ABOUT THIS TASK:
Scan the entries below. Report each line where the string "path" occurs.

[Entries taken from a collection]
============

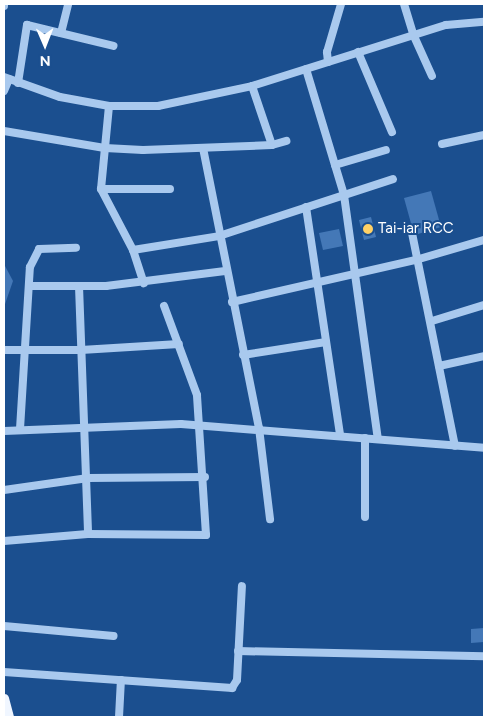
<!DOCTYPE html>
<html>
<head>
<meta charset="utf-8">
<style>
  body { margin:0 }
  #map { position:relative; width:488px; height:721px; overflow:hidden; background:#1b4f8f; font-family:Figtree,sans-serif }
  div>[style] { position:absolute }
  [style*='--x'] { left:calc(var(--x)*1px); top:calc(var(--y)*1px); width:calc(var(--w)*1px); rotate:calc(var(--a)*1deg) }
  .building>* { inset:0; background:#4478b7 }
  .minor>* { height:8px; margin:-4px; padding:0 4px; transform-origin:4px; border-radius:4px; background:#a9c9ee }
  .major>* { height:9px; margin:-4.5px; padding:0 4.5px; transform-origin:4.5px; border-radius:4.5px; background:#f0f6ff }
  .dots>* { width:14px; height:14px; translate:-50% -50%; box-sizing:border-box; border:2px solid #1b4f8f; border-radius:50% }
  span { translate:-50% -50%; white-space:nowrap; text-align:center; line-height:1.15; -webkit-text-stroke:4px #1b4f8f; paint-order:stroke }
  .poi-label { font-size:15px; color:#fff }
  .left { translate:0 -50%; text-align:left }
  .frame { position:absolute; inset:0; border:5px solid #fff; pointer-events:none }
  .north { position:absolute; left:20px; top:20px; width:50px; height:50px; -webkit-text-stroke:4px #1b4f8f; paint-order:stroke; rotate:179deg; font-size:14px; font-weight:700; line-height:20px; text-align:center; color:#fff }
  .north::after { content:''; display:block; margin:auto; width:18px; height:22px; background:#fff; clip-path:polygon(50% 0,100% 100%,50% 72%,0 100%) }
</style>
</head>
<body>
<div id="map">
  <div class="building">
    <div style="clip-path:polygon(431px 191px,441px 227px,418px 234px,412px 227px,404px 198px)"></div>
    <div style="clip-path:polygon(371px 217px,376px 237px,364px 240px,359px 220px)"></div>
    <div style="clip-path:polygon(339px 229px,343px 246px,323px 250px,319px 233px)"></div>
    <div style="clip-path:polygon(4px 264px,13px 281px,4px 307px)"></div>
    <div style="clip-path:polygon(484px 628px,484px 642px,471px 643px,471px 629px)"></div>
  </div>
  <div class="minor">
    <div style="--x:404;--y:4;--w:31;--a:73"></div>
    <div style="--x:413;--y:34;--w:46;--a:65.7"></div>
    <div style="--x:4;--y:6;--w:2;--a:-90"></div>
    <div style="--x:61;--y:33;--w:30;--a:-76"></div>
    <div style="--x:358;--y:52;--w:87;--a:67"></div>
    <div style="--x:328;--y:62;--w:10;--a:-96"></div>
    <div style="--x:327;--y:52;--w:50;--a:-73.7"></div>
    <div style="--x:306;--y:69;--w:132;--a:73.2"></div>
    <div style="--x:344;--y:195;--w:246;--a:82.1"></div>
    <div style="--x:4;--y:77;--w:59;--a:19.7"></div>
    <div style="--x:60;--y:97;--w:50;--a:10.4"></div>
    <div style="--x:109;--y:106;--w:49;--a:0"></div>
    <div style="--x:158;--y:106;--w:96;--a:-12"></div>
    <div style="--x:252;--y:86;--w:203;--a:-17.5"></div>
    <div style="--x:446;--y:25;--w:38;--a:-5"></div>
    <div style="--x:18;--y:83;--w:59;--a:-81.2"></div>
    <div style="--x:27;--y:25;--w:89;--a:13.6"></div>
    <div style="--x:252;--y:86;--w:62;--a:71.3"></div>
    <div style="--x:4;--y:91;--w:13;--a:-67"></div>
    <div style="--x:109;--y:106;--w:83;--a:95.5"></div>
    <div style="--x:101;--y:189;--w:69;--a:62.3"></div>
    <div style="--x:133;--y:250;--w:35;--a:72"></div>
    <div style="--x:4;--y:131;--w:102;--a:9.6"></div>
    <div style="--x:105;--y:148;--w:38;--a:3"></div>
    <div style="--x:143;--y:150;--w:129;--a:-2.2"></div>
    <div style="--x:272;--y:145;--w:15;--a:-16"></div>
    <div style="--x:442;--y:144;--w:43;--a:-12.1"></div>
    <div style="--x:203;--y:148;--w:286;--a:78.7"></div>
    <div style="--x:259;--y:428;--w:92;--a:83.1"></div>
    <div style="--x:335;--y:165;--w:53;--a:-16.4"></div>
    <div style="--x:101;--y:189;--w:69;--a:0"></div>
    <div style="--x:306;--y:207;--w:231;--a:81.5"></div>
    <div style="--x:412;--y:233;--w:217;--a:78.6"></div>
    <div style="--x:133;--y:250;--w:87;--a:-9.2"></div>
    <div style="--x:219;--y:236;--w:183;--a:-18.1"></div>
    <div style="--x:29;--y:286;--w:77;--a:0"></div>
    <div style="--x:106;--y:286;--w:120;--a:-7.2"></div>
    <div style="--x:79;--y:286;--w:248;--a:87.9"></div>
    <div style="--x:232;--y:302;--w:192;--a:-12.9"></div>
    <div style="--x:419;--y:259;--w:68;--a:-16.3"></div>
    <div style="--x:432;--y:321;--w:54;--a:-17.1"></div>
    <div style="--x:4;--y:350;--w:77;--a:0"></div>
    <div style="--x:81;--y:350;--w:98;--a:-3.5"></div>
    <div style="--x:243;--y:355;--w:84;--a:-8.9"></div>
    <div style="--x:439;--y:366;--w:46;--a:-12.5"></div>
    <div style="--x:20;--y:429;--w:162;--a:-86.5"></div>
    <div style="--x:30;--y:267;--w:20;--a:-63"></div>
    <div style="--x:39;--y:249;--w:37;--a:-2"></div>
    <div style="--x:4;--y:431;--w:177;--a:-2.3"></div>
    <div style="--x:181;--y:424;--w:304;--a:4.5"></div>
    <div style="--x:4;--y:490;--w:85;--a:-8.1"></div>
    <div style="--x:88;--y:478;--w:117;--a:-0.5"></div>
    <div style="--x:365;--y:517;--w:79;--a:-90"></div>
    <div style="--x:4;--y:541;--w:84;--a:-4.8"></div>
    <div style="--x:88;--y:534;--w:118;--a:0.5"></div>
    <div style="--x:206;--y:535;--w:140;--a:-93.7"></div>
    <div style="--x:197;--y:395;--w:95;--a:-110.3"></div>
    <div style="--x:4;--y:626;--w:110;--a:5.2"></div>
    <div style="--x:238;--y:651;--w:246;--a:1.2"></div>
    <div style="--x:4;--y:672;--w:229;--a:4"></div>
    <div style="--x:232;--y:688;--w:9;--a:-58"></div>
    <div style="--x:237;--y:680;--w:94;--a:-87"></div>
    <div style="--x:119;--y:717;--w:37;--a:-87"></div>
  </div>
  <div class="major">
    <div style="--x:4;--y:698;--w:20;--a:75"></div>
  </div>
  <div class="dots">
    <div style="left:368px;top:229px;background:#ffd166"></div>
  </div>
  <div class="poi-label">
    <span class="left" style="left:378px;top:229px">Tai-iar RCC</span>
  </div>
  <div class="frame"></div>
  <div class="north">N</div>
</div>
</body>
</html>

============

SOLUTION TO THIS PROBLEM:
  .north::after { content:''; display:block; margin:auto; width:18px; height:22px; background:#fff; clip-path:polygon(50% 0,100% 100%,50% 72%,0 100%) }
    <div style="clip-path:polygon(431px 191px,441px 227px,418px 234px,412px 227px,404px 198px)"></div>
    <div style="clip-path:polygon(371px 217px,376px 237px,364px 240px,359px 220px)"></div>
    <div style="clip-path:polygon(339px 229px,343px 246px,323px 250px,319px 233px)"></div>
    <div style="clip-path:polygon(4px 264px,13px 281px,4px 307px)"></div>
    <div style="clip-path:polygon(484px 628px,484px 642px,471px 643px,471px 629px)"></div>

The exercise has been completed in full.